Content Caching in Rails
Scott Laird
Introduction
- Rails has supported caching since at least 0.9.4
- Only works in production mode, not development mode
- Faster performance, but more complexity
- Hidden problems
Three different caches
- Page cache
- Action cache
- Fragment cache
Page Cache
- Easiest to use
- Fastest
- Hardest to get right
- Worst scaling properties
- Makes easy tasks easy and difficult tasks impossible.
Page Cache 2
- Pages created by Rails as normal
- Written out to public directory
- Cached pages served directly by webserver without involking rails
Page Cache Example
class ArticleController < ApplicationController
cache_sweeper :article_sweeper
caches_page :index, :permalink, :category, :view_page
def index
...
end
def permalink
...
end
...
end
Page Cache Sweeper
class BlogSweeper < ActionController::Caching::Sweeper
observe Article, Comment
def after_save(record)
expire_page(:controller => 'article', :action => 'index')
expire_page(:controller => 'article', :action => 'view_page',
:id => record.id)
record.categories.each do |category|
expire_page(:controller => 'article', :action => 'category',
:id => category)
end
end
end
Page Cache .htaccess
RewriteRule ^$ index.html [QSA]
RewriteRule ^([^.]+)$ $1.html [QSA]
RewriteCond %{REQUEST_FILENAME} !-f
RewriteRule ^(.*)$ dispatch.fcgi [QSA,L]
Page Cache 3
- That's basically it.
- Rails will create pages as needed
- Web server will serve pages
- Everyone is happy, right?
Page Cache Problems
- Query strings
- Authenticated pages
- Multiple paths
- Complex sweeping requirements
Page Cache: Query strings
- Page caching doesn't consider the effects of ?foo=bar in the URL.
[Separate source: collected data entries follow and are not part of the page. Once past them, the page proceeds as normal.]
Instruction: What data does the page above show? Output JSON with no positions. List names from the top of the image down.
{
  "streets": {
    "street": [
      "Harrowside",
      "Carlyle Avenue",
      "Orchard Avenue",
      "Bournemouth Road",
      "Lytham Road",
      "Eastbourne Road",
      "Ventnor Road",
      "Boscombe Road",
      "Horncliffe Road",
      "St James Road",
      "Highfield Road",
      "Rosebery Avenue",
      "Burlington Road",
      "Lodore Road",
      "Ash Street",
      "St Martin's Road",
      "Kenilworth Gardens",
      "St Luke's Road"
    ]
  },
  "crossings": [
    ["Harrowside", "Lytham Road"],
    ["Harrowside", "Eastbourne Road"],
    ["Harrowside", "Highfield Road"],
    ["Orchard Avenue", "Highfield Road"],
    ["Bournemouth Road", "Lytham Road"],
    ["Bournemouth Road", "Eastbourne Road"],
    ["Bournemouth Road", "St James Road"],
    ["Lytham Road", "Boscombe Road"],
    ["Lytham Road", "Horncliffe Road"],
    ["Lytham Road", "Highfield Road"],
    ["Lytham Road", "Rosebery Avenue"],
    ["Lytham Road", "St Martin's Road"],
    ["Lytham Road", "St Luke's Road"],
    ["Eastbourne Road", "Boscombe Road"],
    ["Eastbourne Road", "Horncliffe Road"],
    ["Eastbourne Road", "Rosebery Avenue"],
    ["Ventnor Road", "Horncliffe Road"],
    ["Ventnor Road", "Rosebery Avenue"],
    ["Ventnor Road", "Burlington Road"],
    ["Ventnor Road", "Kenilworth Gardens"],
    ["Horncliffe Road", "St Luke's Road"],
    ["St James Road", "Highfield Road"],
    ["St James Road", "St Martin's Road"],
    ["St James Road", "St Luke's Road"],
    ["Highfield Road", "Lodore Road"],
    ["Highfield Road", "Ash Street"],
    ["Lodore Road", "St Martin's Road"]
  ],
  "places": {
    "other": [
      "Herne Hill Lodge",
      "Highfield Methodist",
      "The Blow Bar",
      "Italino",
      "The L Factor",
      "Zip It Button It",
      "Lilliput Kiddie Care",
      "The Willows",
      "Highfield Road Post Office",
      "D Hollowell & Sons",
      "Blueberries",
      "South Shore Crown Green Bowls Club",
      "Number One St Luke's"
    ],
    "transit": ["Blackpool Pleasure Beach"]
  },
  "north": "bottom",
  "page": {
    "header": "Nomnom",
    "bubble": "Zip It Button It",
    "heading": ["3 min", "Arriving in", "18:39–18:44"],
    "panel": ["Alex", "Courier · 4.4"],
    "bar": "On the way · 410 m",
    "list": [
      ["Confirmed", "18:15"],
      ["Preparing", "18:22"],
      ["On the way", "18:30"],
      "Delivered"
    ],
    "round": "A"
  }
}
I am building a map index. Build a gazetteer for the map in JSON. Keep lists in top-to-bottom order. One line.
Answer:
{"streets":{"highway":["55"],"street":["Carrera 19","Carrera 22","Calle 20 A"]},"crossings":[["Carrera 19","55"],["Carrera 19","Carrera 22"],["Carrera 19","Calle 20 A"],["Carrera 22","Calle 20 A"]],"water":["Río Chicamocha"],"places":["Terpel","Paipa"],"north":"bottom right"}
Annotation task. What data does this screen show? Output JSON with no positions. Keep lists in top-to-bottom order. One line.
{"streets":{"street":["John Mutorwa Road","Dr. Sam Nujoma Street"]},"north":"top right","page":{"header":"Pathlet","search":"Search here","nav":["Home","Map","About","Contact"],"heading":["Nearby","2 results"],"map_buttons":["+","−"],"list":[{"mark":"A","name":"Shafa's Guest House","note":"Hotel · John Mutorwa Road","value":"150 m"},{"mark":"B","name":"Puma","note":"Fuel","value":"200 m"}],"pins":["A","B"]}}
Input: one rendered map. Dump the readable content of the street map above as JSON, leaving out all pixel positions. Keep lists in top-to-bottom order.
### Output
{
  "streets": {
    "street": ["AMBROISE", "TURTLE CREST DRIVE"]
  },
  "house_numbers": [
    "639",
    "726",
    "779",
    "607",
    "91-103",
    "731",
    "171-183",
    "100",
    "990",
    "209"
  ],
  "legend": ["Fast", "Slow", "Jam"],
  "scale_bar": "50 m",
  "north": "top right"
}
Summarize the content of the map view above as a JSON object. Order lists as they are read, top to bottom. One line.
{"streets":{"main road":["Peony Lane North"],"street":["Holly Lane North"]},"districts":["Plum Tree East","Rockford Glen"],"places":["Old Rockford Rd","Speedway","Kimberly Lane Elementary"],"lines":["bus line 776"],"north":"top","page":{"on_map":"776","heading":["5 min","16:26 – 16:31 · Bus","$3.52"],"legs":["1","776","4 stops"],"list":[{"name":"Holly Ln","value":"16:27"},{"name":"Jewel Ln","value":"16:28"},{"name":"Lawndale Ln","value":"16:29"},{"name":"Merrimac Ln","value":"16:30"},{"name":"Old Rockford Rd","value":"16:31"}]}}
- Pages with query strings will be written into the cache, where they'll be served to users who didn't pass in the query string
- Once a page is in the cache, it will ignore query strings, because static HTML doesn't care.
- DIfficult to fix, because Rails's page cache code can't see the request object, and even if you configure Apache to work right, other servers will still be broken.
Page Cache: Authentication
- Don't use the page cache with authenticated pages
- Apache will happily serve authenticated content to whoever comes along
- Unless you implement authentication in Rails and Apache
- DRY
Page Cache: Multiple paths
- Rails generates cache filenames using url_for, not the actual path used to reach the page.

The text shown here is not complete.